It’s Time to Get Specific About Value-Added Measures
November 16, 2012 Leave a comment
Here’s a paragraph you never see in a story about value-added measures:
Because test scores make up only 20% of an evaluation, proponents say it is unlikely good teachers will lose their jobs. They cite a study that found a 0.1% chance that a teacher will be fired whose “true” ability is above the 50th percentile. The local union disputed those numbers, claiming that according to their analysis of the plan, about 1 in 75 above average teachers could lose their jobs.
Why does this kind of back and forth not exist? So much energy is spent debating the value and weights of various metrics, but nobody ever makes an attempt to quantify the consequences of those metrics. Why not tell people what you actually think will happen? Every econo-architect who builds value-added systems pays attention to test score variation models. It’s not hard to make an estimate. Sure, there would be a ghastly amount of variance and different interests would cook up their own numbers, but at this point anything is better than nothing. It’s insane that a debate about using test scores to evaluate teachers contains no quantitative discussion about how likely it is that the system will cause an undesirable dismissal.
Making a public effort to quantify the consequences of value-added measures is important because many of the dangers of test-based evaluation are a self-fulfilling prophecy. A key argument against value-added measures is that job security concerns will lead to detrimental changes in teacher behavior (e.g. teaching to the test). But that only makes sense if it’s reasonably likely a good teacher will be fired. If teachers believed in the accuracy of the evaluation system they would have little reason to change their behavior. Unfortunately, there’s no effort to inform teacher opinion on the issue.

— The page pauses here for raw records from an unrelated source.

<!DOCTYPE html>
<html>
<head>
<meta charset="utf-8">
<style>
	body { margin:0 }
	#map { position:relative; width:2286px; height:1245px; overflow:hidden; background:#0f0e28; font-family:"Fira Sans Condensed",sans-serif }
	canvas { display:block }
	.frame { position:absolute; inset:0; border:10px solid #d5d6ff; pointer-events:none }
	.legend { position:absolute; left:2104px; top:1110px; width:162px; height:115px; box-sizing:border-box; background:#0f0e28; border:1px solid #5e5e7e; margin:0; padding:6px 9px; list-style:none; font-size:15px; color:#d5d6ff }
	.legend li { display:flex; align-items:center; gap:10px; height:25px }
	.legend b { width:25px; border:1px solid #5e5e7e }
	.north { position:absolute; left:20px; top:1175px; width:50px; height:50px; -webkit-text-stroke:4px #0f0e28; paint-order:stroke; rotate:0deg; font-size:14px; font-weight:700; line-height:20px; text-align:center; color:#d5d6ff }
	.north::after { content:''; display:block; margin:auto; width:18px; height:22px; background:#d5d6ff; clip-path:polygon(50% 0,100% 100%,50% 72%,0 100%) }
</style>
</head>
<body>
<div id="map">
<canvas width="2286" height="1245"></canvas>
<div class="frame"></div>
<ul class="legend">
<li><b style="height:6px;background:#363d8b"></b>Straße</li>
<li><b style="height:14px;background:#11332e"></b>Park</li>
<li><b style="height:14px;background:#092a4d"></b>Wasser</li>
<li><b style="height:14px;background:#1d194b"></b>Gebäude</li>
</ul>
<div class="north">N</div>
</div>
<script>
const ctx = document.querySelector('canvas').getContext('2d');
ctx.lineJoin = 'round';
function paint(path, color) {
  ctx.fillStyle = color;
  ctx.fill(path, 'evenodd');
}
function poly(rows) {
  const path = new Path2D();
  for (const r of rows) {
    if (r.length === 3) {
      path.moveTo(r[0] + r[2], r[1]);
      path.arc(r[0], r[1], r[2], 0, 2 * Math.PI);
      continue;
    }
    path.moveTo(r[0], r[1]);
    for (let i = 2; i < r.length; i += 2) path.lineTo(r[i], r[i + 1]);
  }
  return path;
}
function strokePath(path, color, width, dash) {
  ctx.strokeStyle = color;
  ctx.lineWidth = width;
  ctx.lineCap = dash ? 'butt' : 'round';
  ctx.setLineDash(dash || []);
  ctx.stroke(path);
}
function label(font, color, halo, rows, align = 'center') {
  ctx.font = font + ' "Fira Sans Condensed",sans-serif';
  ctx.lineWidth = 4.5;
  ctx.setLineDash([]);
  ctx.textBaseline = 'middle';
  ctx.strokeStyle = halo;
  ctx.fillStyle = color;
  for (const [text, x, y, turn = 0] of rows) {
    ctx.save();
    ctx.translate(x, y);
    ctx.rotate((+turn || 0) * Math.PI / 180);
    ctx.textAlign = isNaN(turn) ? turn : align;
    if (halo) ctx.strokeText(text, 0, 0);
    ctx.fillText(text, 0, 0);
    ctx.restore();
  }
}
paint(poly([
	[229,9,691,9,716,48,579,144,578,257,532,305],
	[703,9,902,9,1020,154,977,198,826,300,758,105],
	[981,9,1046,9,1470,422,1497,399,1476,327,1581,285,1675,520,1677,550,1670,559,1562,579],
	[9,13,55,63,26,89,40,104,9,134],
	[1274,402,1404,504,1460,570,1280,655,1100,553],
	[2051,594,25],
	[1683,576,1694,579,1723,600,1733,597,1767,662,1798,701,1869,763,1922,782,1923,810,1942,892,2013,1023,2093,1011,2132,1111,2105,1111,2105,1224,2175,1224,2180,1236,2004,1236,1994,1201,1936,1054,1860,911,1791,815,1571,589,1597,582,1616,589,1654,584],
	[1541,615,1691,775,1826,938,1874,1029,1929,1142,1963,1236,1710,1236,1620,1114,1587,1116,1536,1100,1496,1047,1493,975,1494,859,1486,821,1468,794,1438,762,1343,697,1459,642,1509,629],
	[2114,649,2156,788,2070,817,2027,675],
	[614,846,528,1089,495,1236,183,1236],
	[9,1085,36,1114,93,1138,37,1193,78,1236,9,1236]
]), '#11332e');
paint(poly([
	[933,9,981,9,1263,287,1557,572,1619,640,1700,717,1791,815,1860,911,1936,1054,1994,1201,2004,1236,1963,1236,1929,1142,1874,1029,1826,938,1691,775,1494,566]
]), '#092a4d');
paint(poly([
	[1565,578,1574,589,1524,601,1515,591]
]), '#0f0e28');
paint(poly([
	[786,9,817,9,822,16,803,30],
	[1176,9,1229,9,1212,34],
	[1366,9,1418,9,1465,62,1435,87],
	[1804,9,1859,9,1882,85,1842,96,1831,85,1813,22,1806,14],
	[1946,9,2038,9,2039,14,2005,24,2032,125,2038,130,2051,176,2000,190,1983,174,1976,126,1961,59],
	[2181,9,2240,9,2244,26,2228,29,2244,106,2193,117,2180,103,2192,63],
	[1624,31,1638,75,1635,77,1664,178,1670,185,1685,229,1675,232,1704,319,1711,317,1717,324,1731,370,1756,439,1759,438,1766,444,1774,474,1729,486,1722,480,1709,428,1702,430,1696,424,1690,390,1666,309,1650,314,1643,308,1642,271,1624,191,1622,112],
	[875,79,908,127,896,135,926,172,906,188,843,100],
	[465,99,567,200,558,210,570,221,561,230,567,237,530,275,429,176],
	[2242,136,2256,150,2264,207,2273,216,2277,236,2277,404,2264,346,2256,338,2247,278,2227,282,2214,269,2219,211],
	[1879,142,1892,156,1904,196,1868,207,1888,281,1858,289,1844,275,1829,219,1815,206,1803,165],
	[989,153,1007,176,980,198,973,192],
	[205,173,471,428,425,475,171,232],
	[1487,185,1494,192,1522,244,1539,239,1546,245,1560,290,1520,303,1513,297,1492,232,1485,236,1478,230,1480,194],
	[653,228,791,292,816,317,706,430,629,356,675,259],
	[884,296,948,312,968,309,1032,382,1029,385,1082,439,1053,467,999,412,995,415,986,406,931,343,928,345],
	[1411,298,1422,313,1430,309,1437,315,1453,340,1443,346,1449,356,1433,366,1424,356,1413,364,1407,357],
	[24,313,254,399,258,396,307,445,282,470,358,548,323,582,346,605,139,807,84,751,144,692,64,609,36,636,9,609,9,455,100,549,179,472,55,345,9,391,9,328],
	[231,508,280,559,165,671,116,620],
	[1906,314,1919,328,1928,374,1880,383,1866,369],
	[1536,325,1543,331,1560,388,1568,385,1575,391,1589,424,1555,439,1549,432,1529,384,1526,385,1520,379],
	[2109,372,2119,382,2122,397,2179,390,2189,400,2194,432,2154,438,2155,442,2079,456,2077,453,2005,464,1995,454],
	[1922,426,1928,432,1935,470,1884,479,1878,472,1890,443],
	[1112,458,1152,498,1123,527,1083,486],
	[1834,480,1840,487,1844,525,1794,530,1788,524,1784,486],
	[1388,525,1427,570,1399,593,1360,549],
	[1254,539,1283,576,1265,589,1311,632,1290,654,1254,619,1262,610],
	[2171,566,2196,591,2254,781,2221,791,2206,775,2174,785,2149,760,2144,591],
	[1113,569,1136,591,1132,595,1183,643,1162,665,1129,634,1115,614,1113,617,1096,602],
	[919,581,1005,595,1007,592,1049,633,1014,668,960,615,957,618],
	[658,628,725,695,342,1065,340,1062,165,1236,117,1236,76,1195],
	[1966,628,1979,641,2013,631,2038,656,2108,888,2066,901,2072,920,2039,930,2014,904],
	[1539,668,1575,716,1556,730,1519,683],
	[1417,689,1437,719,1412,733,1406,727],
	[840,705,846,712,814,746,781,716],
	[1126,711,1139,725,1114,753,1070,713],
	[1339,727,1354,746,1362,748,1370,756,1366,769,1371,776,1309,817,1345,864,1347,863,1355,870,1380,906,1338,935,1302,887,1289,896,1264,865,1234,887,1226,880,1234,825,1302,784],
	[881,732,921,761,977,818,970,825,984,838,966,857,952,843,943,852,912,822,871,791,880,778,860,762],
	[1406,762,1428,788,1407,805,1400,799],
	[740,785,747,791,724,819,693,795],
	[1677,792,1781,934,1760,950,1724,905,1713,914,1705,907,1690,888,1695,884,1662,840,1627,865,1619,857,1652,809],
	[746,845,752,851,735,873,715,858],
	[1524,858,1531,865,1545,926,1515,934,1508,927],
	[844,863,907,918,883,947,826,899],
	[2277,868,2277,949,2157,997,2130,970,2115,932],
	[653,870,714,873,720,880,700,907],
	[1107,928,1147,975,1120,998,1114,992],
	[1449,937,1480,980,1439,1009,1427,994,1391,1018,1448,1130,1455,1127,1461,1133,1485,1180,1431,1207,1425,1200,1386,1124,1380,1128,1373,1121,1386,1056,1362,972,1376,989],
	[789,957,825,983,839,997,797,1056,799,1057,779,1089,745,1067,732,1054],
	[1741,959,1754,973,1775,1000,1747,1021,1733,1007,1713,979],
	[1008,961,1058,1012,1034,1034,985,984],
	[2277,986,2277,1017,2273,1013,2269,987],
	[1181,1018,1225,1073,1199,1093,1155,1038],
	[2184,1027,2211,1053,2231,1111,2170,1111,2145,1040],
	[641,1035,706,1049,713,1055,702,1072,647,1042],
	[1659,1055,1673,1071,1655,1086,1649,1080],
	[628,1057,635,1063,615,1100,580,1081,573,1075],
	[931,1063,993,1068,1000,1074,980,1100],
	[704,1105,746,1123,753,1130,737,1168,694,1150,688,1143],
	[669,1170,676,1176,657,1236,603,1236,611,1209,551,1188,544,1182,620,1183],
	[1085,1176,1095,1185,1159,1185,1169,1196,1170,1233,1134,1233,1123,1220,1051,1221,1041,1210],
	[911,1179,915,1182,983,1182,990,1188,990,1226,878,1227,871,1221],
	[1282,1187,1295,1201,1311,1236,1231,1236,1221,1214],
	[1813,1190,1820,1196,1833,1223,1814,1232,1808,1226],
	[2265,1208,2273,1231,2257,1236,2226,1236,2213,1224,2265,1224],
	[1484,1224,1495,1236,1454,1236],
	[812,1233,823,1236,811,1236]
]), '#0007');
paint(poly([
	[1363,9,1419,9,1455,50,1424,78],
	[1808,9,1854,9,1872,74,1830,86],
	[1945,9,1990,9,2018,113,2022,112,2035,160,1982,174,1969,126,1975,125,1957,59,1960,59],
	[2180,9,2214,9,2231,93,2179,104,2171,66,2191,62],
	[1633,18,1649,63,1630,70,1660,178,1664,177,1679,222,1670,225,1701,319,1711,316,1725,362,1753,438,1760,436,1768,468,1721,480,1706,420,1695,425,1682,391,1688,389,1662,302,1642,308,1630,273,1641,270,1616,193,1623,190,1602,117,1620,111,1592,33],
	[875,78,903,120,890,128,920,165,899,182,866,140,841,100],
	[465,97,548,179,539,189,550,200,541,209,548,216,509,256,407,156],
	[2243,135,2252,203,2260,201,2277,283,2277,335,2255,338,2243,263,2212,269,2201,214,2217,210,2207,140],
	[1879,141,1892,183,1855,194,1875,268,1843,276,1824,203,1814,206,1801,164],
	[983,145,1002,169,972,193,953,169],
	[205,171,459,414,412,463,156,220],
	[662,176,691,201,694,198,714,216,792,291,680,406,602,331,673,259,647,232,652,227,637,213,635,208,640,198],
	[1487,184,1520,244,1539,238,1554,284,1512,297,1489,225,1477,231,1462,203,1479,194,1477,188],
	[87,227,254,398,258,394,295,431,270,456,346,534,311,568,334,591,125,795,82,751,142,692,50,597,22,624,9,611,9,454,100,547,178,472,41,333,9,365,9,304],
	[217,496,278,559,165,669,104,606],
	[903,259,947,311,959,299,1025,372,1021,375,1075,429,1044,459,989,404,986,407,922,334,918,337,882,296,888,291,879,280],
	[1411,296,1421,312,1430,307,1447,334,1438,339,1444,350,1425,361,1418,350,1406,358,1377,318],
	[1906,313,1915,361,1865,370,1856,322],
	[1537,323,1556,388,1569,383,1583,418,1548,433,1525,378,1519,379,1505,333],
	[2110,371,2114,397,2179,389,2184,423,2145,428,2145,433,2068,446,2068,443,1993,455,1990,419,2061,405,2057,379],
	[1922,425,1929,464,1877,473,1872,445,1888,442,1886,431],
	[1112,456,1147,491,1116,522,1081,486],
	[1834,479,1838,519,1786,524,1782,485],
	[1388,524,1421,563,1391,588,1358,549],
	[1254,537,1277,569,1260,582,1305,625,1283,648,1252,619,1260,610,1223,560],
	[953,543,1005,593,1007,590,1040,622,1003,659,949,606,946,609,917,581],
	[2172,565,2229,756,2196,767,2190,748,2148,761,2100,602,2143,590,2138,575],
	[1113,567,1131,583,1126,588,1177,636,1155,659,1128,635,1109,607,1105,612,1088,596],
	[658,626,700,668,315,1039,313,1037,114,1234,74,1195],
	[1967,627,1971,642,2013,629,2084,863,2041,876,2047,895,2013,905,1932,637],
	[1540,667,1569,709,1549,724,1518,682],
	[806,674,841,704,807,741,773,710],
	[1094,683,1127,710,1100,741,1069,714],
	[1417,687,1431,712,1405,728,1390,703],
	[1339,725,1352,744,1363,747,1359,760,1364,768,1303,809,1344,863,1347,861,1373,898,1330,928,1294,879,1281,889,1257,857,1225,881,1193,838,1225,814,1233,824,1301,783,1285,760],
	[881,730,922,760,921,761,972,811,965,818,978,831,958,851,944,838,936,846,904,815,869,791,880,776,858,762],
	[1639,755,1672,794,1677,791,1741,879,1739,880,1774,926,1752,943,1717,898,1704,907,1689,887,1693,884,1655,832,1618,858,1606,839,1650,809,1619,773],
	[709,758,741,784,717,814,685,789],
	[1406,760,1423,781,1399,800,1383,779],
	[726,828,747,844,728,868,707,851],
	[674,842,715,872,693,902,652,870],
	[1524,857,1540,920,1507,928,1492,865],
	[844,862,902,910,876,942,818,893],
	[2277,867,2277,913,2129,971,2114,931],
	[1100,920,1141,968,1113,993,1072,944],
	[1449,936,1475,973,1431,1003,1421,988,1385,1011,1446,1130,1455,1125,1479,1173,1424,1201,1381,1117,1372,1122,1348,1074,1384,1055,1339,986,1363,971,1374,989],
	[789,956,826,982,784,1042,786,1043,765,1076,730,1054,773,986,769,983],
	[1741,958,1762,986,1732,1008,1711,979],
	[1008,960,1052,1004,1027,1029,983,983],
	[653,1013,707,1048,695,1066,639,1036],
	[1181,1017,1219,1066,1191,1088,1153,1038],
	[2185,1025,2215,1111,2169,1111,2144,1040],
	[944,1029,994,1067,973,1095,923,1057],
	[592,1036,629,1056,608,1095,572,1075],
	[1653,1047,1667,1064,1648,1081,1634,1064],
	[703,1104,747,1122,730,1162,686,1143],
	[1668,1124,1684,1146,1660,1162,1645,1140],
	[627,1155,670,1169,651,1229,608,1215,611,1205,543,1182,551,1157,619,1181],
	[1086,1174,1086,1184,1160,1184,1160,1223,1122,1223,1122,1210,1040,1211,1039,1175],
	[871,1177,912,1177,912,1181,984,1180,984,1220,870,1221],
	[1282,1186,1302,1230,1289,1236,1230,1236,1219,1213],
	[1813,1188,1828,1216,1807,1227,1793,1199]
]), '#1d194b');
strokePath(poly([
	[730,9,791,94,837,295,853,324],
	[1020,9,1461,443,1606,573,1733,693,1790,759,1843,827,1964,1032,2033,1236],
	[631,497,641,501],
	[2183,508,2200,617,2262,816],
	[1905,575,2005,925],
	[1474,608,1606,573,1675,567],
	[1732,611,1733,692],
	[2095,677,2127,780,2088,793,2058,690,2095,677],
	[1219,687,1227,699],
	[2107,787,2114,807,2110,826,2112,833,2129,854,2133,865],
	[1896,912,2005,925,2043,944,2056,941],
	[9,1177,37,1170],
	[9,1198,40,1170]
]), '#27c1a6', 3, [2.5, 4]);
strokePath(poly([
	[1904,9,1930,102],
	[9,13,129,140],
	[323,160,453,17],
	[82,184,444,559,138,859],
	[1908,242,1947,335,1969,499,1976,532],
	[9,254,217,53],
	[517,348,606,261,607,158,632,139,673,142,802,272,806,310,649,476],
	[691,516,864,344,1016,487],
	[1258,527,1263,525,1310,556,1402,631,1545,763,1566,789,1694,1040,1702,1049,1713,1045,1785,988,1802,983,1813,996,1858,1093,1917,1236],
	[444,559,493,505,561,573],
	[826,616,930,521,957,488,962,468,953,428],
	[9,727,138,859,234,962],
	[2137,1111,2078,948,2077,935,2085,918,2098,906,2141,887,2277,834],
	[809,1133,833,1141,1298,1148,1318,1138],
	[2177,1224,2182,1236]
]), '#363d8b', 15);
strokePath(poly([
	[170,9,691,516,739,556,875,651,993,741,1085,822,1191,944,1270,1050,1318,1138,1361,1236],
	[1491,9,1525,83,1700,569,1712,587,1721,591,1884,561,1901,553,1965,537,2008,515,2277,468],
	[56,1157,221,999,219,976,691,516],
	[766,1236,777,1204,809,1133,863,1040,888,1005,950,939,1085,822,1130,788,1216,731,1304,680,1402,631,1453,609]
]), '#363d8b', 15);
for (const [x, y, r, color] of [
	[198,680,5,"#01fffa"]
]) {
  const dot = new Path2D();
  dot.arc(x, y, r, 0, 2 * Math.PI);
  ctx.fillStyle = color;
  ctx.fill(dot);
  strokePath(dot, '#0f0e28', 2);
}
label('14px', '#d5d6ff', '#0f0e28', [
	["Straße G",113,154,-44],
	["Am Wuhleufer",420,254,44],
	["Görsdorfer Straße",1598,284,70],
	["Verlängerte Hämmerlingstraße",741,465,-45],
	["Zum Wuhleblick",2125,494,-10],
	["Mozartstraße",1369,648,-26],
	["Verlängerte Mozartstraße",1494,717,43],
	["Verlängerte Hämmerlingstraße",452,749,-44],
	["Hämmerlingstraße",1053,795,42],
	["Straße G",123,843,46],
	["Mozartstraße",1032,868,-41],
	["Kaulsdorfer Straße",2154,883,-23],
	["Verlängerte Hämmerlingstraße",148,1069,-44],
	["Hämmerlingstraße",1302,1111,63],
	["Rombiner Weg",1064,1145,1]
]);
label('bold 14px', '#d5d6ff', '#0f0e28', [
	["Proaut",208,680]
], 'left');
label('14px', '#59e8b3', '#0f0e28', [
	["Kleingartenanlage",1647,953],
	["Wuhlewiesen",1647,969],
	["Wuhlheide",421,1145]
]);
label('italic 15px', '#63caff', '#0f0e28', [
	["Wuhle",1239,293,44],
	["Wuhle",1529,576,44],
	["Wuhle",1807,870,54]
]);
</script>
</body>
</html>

I think Matt Di Carlo’s point about value-added measures being a symbol for firing teachers helps explain why the systems remain so opaque:
The intense debate surrounding value-added isn’t entirely – or perhaps even mostly – about value-added itself. Instead, for many people on both “sides” of this issue, it has become intertwined with – a kind of symbol of – firing teachers.

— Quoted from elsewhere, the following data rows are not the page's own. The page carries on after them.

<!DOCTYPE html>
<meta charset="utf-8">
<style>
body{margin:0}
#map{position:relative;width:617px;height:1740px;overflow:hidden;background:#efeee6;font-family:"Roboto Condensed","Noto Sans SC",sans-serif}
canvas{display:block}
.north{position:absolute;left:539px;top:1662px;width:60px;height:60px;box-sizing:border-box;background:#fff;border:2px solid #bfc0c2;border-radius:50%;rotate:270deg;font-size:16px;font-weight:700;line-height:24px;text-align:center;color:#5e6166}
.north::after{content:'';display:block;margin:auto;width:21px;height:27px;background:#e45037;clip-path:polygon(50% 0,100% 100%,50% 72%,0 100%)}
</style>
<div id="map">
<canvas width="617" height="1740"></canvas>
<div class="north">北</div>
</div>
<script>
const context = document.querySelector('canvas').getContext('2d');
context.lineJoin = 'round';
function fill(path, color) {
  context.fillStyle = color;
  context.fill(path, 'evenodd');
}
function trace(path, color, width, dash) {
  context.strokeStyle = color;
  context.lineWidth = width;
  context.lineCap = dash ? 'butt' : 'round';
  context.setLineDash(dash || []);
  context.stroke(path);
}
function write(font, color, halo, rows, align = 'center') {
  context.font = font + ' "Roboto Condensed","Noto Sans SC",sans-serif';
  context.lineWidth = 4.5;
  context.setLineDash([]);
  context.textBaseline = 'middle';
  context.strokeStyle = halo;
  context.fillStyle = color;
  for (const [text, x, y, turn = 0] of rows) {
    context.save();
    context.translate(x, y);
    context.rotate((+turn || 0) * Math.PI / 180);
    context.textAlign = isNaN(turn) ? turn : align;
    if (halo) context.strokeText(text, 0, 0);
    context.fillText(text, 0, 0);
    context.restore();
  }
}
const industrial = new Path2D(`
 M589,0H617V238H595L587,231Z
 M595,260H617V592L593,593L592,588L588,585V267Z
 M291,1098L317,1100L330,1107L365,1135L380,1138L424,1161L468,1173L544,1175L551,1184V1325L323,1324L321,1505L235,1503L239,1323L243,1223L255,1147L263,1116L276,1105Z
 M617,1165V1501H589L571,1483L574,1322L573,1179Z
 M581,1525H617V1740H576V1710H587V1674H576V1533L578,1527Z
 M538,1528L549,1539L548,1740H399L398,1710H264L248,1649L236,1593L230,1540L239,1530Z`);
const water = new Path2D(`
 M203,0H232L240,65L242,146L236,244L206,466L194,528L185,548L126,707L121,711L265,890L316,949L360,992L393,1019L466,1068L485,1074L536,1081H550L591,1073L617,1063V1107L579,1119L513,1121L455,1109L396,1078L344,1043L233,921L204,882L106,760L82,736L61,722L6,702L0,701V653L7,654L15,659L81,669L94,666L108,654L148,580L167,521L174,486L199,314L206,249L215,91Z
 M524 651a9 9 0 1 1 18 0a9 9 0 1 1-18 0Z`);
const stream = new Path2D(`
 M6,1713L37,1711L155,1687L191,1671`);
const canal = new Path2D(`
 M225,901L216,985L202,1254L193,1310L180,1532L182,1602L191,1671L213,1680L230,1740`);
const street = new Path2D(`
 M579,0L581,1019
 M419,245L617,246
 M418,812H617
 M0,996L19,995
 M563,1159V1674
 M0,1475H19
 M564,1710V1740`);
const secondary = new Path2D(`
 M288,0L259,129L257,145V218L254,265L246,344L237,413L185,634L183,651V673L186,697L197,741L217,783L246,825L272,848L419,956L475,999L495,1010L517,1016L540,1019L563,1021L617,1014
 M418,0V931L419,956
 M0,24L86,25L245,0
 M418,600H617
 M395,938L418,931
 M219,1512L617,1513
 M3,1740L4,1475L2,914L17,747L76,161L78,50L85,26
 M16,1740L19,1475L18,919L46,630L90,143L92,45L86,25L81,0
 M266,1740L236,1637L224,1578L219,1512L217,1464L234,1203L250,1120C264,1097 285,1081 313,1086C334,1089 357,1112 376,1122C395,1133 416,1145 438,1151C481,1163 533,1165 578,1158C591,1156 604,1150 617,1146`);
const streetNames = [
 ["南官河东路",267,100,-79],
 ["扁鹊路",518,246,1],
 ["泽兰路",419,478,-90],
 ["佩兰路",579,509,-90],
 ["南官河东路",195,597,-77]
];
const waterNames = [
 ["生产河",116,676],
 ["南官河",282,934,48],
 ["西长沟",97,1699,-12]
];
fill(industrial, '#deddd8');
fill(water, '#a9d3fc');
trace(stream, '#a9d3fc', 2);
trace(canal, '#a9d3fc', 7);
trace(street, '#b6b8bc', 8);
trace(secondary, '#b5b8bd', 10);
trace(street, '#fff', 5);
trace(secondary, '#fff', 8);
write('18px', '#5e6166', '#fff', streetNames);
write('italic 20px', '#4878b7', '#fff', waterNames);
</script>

Supporters of these measures are extremely eager to use the estimates as a major criterion for dismissals, as many believe (unrealistically, in my view) that this will lead to very quick, drastic improvements in aggregate performance. Opponents, on the other hand, frequently assert (perhaps unfairly) that value-added represents an attempt to erect a scientific facade around the institutionalization of automatic dismissals that will end up being arbitrary and harmful. Both views (my descriptions of them are obviously generalizations) are less focused on the merits of the measures than on the connected but often severely conflated issue of how they’re going to be used.
If value-added is a symbol of all that is bad for teachers then the details don’t matter because reality will never turn it into something benign. It will always evolve to to represent whatever teachers feel is not benign. Value-added proponents have no need for quantitative details either. They fear real numbers will become a lightening rod for criticism.
Leaving numbers out of the discussion hurts all sides. Imagine teachers learned that if you were in the 50th percentile the odds of getting unfairly fired because of value-added were between 200 to 1 and 1000 to 1. Maybe that doesn’t sound so bad. It might be a bigger longshot than stringing together a bunch of poor performances during observations. Value-added proponents ought to welcome this kind of economical thinking.
Unions should also want to have actual numbers out there. Value added is happening, and if it’s happening, everybody involved should want it evaluated as objectively as possible. Because a priori judgments can become a self-fulfilling prophecy, an objective evaluation needs those judgments to be accurate. To make them accurate, we need numbers that give us a better idea of what to expect.